Samsung SPH-A503 (The Drift)
- Manufacturer: Samsung Electronics
- Availability by region: November 2006
- Compatible networks: CDMA 1xEV-DO 800/1900 MHz
- Form factor: Slider
- Dimensions: 3.8" (H) x 1.8" (W) x 0.7" (D)
- Weight: 3.53 oz (100 g)
- Memory: 128 MB
- Removable storage: microSD
- Display: 240x320 pixel (2.12") TFT-LAC, 262K color
- Connectivity: 1xEV-DO, HSDPA, HSUPA, USB

= Samsung SPH-A503 =

Mobile device

The Samsung SPH-a503, known as The Drift, is a slider multimedia wireless mobile device, which comes in black or white. It is sold by Helio, a joint venture between Earthlink (a U.S.-based internet service provider) and SK Telecom (a South Korea–based CDMA mobile telecom).
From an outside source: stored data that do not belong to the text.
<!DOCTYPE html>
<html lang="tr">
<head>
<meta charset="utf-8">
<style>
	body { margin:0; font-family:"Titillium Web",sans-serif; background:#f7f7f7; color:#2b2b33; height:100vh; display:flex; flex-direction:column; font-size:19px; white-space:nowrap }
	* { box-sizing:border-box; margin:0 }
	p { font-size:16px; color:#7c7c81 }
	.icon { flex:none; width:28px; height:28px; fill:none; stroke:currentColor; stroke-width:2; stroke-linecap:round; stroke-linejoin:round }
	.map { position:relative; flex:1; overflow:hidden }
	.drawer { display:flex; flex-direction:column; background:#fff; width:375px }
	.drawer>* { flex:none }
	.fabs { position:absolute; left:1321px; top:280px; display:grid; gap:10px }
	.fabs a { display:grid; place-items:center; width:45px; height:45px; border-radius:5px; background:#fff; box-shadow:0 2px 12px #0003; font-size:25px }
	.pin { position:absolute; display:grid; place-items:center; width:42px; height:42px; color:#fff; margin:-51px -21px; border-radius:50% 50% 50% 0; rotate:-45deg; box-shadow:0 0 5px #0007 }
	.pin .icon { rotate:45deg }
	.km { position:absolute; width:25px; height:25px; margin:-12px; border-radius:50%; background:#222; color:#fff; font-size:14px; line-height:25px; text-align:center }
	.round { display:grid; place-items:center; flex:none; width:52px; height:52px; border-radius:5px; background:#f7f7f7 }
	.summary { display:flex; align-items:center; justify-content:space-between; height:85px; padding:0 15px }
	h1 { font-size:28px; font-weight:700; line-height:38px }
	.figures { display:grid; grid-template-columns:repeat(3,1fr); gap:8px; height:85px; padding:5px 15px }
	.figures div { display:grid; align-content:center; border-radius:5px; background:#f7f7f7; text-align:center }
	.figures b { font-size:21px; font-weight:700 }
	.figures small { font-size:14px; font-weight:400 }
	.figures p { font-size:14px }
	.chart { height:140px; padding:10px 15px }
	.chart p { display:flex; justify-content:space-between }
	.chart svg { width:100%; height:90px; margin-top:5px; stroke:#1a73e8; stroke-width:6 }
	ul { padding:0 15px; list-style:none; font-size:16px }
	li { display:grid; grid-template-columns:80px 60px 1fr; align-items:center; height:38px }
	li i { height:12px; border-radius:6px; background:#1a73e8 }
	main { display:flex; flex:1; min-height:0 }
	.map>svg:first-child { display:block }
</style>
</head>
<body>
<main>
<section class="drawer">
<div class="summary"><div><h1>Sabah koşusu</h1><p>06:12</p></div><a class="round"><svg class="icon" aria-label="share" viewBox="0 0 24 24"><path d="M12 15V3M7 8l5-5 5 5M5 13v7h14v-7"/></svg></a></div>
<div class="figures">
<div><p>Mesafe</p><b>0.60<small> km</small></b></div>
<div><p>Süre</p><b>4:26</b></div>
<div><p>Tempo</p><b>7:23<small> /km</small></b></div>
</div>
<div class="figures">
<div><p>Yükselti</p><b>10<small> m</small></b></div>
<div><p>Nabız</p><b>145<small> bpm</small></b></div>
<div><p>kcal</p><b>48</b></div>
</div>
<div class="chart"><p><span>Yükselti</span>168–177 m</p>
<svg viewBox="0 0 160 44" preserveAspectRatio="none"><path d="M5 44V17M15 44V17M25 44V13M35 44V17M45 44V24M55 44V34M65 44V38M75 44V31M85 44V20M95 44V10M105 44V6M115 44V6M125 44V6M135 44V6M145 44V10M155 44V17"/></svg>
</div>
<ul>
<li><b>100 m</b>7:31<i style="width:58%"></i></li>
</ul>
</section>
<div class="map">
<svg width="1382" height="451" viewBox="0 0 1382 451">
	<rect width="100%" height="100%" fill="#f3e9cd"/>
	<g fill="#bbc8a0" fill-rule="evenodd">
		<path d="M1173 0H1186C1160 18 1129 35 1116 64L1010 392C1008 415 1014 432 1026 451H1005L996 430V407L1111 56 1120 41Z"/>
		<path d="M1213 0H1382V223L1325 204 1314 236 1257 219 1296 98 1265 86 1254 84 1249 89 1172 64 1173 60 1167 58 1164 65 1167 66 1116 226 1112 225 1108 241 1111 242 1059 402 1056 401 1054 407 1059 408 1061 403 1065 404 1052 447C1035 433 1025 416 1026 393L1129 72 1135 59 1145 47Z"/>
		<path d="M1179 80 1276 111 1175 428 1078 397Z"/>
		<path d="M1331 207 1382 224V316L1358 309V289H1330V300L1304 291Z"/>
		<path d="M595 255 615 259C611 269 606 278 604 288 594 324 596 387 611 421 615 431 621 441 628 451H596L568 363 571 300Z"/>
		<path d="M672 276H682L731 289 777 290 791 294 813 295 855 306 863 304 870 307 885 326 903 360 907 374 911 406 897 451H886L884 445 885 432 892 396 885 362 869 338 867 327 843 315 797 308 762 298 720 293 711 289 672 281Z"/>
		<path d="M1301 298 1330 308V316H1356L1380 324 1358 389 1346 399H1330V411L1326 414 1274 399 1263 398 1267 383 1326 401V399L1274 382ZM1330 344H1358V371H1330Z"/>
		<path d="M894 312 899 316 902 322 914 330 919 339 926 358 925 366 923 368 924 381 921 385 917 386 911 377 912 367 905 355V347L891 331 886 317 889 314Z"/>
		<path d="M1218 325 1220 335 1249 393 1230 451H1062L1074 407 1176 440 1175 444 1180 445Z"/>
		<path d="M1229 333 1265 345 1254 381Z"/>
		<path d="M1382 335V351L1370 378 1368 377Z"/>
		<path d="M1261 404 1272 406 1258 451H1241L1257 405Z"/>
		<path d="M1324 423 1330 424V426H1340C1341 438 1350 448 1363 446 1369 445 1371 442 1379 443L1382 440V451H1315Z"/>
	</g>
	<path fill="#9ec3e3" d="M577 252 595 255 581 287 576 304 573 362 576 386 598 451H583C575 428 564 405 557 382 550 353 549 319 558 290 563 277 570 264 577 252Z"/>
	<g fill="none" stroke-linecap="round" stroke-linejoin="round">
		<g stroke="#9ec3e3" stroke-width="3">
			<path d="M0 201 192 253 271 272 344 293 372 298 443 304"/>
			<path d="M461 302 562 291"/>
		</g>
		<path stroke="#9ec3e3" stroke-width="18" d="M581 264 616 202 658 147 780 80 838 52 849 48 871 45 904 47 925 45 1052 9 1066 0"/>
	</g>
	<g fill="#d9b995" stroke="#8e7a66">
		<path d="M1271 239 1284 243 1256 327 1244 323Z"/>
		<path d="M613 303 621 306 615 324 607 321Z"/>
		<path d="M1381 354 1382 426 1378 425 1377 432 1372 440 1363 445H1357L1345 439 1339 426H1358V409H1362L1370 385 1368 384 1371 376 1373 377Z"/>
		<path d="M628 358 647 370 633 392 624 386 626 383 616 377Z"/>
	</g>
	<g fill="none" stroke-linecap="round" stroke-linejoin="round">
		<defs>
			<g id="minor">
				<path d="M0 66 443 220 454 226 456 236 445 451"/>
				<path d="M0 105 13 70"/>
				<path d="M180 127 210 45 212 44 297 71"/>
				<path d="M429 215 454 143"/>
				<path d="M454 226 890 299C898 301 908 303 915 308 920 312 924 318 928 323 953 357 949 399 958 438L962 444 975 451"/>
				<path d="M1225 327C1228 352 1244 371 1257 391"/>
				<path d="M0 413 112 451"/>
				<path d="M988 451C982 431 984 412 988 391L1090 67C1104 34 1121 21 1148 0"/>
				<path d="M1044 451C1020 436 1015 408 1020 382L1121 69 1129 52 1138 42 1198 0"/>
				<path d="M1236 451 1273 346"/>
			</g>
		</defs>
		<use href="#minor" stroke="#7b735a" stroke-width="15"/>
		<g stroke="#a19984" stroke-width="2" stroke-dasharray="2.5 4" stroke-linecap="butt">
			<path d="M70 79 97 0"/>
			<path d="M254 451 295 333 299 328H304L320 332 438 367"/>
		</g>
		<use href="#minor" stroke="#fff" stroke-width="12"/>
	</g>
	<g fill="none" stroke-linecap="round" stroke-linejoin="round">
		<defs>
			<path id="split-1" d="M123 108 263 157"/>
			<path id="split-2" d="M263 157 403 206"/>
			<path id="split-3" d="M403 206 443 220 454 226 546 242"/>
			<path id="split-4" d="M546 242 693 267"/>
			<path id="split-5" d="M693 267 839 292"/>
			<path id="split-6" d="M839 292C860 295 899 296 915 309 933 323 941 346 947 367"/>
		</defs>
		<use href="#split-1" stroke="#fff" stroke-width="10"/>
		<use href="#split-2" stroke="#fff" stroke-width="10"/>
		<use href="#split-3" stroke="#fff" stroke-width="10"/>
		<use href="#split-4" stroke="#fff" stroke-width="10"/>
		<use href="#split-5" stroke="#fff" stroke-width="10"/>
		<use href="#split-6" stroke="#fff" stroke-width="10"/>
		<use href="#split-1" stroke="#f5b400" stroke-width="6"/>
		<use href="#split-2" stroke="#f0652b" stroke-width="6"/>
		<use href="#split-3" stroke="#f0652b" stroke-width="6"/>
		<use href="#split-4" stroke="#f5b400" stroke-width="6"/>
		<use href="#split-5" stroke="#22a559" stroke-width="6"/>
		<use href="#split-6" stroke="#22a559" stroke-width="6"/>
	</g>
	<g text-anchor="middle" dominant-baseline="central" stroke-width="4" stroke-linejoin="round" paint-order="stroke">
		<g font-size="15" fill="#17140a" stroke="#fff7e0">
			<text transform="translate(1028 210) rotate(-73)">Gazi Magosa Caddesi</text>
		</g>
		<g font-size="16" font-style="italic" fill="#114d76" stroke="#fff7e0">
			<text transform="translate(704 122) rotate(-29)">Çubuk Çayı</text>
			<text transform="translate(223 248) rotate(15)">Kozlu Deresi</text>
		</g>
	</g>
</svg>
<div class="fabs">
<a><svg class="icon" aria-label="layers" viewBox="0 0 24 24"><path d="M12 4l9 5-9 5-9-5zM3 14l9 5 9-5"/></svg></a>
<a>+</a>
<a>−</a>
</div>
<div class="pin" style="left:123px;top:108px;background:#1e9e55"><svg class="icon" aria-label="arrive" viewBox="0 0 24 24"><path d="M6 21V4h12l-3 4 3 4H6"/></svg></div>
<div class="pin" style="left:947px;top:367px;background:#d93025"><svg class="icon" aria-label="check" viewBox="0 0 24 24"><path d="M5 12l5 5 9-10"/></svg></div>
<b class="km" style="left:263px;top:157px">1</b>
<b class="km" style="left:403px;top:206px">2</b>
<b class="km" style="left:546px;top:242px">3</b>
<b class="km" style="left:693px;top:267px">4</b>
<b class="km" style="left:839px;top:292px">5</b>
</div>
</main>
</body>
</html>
The Drift is the first to have Location-Based Services bundled with the device. The Drift comes loaded with a version of Google Maps that uses the device's GPS to locate the user on a map and the Buddy Beacon application that lets friends share their current location with each other via MapQuest. The Drift was added to Helio's line-up in November 2006.